To demonstrate how to use the calculate_wlos function, we will use the example data included within the ParseR package.

# Example data
example <- ParseR::sprinklr_export

## Calculate Weighted Log-Odds Ratios

Let’s say we want to compare how males and females talk about Hispanic Heritage Month.
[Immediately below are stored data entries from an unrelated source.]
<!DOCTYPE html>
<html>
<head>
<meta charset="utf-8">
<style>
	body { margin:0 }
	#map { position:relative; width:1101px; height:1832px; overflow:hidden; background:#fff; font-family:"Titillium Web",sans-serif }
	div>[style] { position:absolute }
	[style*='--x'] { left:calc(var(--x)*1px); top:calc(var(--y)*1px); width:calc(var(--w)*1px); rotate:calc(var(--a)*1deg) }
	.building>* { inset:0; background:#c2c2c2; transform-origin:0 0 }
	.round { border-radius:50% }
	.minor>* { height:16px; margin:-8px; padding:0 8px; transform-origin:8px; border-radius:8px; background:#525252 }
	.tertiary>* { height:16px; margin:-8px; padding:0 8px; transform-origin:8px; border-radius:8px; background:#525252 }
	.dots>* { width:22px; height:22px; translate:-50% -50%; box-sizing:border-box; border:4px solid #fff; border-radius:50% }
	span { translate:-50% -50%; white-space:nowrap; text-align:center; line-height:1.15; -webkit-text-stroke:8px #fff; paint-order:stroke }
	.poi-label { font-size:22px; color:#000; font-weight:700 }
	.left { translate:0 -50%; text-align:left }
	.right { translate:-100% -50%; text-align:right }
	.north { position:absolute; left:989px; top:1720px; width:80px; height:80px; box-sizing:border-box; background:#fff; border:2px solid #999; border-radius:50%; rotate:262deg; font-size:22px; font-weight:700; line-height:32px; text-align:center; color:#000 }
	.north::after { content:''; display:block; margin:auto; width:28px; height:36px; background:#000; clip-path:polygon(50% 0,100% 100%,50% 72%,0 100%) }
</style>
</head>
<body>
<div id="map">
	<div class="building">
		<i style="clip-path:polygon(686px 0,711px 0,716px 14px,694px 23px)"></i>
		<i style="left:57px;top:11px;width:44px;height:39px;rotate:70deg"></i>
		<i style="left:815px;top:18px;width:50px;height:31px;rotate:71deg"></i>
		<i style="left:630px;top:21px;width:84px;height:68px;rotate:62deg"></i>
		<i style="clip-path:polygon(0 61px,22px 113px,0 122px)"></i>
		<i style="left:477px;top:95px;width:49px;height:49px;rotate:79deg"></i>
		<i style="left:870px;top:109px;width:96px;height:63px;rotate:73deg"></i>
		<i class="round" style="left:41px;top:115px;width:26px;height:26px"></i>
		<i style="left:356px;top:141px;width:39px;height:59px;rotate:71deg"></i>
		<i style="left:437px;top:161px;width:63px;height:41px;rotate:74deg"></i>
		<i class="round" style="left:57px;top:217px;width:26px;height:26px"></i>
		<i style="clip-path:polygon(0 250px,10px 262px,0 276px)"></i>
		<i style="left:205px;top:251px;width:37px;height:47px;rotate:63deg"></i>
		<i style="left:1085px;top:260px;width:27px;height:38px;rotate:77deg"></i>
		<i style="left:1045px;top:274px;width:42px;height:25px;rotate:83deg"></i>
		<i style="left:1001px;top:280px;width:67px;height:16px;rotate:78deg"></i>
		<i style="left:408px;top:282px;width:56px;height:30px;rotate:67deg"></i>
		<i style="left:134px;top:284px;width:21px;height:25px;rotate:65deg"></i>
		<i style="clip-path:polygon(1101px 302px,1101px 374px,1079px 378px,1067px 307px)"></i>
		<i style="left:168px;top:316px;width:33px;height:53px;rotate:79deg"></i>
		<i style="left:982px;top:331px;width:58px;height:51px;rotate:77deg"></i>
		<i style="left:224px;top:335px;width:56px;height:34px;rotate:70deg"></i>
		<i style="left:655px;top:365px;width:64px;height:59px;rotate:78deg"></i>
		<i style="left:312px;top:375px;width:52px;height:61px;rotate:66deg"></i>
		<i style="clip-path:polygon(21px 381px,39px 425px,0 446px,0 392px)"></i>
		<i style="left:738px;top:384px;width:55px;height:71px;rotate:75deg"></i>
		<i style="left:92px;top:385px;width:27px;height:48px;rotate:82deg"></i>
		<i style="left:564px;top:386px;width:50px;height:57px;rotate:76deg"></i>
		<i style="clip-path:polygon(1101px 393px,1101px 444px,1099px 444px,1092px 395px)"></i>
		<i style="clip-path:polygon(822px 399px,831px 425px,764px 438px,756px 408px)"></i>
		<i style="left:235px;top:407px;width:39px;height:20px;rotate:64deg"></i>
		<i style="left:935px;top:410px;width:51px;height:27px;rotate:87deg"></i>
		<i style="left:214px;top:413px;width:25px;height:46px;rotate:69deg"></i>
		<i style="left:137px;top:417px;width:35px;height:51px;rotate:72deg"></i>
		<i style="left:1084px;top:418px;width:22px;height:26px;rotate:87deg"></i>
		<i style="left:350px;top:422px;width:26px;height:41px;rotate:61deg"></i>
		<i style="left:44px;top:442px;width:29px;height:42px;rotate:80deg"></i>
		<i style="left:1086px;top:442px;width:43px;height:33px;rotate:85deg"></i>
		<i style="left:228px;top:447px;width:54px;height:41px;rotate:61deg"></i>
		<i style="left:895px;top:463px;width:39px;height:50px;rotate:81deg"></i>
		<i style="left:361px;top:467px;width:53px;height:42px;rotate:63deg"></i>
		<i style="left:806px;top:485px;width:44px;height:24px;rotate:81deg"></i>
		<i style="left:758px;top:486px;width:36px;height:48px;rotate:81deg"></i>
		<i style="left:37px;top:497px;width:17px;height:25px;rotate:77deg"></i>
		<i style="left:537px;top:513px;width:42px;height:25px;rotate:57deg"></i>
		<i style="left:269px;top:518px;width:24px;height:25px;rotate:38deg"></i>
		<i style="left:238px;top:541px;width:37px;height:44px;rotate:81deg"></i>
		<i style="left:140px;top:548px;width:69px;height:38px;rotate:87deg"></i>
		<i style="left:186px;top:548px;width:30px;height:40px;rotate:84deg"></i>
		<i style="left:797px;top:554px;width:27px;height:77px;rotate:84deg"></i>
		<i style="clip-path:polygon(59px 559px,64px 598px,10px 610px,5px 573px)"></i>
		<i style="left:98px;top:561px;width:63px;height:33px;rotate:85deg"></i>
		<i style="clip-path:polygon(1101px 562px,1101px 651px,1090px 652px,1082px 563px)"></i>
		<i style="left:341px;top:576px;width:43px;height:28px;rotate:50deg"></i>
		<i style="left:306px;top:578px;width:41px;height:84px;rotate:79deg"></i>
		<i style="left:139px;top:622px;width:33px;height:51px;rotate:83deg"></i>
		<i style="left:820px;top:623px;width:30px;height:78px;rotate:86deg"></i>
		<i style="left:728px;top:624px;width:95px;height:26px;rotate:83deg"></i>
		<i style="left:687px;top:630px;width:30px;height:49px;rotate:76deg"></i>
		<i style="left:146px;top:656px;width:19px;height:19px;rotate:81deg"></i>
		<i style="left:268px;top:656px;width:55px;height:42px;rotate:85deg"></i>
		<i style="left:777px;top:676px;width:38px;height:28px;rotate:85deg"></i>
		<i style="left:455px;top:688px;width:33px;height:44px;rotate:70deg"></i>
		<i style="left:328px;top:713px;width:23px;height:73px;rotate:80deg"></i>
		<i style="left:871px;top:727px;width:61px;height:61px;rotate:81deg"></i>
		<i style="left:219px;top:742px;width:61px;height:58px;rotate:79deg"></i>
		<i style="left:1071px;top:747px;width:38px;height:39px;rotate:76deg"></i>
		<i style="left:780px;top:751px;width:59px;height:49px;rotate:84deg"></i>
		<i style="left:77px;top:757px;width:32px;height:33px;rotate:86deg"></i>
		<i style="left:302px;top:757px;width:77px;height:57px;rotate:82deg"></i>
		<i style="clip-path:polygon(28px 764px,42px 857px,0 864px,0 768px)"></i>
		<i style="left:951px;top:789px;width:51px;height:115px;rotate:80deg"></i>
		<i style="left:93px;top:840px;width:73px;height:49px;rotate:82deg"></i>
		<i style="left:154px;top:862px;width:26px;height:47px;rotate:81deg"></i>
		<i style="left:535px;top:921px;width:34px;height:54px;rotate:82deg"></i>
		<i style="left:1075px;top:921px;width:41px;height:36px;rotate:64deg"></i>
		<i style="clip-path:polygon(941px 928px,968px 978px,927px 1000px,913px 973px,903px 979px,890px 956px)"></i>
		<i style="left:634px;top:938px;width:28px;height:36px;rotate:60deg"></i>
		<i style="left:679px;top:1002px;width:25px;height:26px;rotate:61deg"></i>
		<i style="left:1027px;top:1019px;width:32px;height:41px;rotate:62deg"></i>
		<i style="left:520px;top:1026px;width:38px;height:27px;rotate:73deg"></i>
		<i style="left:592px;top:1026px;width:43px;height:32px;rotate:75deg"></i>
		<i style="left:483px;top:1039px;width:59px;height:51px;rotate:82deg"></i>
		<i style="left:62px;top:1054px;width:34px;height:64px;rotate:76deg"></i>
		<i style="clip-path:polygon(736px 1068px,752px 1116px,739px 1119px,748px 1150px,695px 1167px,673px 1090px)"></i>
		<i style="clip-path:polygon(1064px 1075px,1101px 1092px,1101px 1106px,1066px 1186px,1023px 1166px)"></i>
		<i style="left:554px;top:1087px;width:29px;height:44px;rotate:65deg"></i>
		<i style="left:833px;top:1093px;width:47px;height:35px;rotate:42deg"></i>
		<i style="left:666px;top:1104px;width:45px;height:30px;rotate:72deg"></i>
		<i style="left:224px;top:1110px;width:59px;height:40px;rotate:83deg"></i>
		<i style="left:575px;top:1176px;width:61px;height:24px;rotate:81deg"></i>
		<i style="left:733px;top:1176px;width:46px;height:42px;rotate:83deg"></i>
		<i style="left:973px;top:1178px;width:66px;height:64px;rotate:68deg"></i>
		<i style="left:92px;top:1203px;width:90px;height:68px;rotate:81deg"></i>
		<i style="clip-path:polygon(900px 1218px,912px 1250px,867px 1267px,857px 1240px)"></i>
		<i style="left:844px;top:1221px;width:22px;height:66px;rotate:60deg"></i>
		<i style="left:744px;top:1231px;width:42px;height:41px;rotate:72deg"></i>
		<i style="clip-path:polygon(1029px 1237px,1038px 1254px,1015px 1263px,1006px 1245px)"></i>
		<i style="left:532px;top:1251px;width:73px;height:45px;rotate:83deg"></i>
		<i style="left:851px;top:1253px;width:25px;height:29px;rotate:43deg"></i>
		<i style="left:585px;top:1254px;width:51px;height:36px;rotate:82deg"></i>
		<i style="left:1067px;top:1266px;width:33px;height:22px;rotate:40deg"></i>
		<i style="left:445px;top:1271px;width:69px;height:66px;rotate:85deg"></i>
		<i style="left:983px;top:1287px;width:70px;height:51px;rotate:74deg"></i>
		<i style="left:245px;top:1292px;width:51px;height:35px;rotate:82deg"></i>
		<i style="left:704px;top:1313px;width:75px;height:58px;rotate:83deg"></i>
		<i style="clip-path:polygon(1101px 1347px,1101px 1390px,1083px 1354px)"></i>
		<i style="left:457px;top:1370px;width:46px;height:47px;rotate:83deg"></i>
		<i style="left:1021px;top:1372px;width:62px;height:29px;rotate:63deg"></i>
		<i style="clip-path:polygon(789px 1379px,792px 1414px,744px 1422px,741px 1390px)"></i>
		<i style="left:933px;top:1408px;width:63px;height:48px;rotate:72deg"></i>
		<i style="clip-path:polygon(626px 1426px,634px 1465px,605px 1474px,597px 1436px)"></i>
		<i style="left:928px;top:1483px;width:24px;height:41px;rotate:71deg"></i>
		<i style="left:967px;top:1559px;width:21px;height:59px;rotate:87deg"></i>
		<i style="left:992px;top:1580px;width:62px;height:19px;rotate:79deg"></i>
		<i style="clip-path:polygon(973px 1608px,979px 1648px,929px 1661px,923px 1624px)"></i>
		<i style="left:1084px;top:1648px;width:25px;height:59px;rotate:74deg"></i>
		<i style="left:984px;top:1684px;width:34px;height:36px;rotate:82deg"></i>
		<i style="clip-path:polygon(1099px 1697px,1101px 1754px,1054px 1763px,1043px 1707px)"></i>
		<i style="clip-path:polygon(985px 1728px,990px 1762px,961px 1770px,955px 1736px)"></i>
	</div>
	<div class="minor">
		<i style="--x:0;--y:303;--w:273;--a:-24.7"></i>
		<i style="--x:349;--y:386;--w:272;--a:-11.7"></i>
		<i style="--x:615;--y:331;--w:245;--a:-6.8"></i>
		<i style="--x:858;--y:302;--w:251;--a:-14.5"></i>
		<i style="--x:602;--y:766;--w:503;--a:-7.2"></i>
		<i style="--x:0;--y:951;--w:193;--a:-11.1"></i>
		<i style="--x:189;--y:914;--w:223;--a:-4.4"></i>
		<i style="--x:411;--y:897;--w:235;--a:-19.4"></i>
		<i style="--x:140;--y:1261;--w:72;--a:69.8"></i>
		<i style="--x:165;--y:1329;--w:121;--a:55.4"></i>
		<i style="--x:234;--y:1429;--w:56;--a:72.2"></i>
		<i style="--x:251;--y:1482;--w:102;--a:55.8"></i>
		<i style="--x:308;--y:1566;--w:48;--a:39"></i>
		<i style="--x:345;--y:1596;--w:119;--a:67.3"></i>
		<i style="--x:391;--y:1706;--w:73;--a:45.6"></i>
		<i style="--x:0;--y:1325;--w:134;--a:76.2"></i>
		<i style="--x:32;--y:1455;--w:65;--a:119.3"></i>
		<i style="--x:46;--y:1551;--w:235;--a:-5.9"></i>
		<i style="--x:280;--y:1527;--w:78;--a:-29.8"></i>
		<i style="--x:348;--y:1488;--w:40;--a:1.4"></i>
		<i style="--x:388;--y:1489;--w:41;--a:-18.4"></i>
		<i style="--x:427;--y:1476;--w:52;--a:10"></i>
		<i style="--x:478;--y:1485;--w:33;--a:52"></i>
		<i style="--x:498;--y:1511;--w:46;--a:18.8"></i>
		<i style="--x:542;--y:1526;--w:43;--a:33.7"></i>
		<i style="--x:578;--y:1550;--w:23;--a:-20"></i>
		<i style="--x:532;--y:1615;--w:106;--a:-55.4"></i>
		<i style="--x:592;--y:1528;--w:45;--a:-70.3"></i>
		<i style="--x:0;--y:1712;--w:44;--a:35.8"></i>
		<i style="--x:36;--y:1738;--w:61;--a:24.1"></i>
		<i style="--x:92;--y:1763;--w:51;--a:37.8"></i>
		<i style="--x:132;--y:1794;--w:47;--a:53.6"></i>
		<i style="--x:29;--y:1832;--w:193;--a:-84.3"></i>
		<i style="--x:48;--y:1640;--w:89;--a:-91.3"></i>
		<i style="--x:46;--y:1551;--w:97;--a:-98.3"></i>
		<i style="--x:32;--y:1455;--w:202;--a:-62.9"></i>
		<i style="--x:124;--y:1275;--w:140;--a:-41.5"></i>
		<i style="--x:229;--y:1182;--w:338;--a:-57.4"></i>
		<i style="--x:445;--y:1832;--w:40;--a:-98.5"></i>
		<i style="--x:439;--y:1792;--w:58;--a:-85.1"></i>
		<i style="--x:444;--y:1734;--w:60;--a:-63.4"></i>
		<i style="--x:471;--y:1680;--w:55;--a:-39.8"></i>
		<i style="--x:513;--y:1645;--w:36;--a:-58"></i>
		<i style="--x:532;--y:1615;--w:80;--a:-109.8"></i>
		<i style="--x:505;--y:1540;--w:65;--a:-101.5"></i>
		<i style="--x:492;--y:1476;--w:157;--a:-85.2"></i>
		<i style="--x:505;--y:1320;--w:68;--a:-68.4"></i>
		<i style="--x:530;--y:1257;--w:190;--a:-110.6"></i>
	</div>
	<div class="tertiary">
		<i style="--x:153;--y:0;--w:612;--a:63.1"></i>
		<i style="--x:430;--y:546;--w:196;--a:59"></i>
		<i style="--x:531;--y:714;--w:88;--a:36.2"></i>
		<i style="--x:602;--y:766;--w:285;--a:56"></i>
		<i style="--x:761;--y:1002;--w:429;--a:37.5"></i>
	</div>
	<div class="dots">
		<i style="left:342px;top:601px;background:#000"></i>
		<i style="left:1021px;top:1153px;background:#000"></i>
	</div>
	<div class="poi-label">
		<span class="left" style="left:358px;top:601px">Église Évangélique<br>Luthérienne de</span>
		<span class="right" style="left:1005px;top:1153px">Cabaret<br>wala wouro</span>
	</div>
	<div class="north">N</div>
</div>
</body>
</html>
# Remove rows with no gender information
example <- example %>%
dplyr::filter(SenderGender != 'NA')

# Calculate WLOs
wlos <- ParseR::calculate_wlos(example,
topic_var = SenderGender,
text_var = Message,
top_n = 30)

example is a list object that contains two items:

1. view: a human-readable tibble that contains the weighted log-odds for each of the top_n = 30 terms

wlos$view ## # A tibble: 3,961 × 4 ## SenderGender word n log_odds_weighted ## <chr> <chr> <int> <dbl> ## 1 F hispanic 254 -1.01 ## 2 F heritage 201 -1.15 ## 3 F twitter 179 -0.797 ## 4 M hispanic 171 1.16 ## 5 M heritage 147 1.32 ## 6 M twitter 119 0.916 ## 7 F hispanicheritagemonth 107 -0.157 ## 8 F month 94 -0.583 ## 9 M month 63 0.669 ## 10 M hispanicheritagemonth 57 0.182 ## # … with 3,951 more rows 2. viz: a plot that visualises terms in the view tibble with term frequency on the x-axis, and weighted log-odds on the y-axis. wlos$viz

What we can learn from the plot is that men appear more likely to associate Hispanic Heritage Month with the celebratory aspects, whereas women discuss the learnings they can take from it.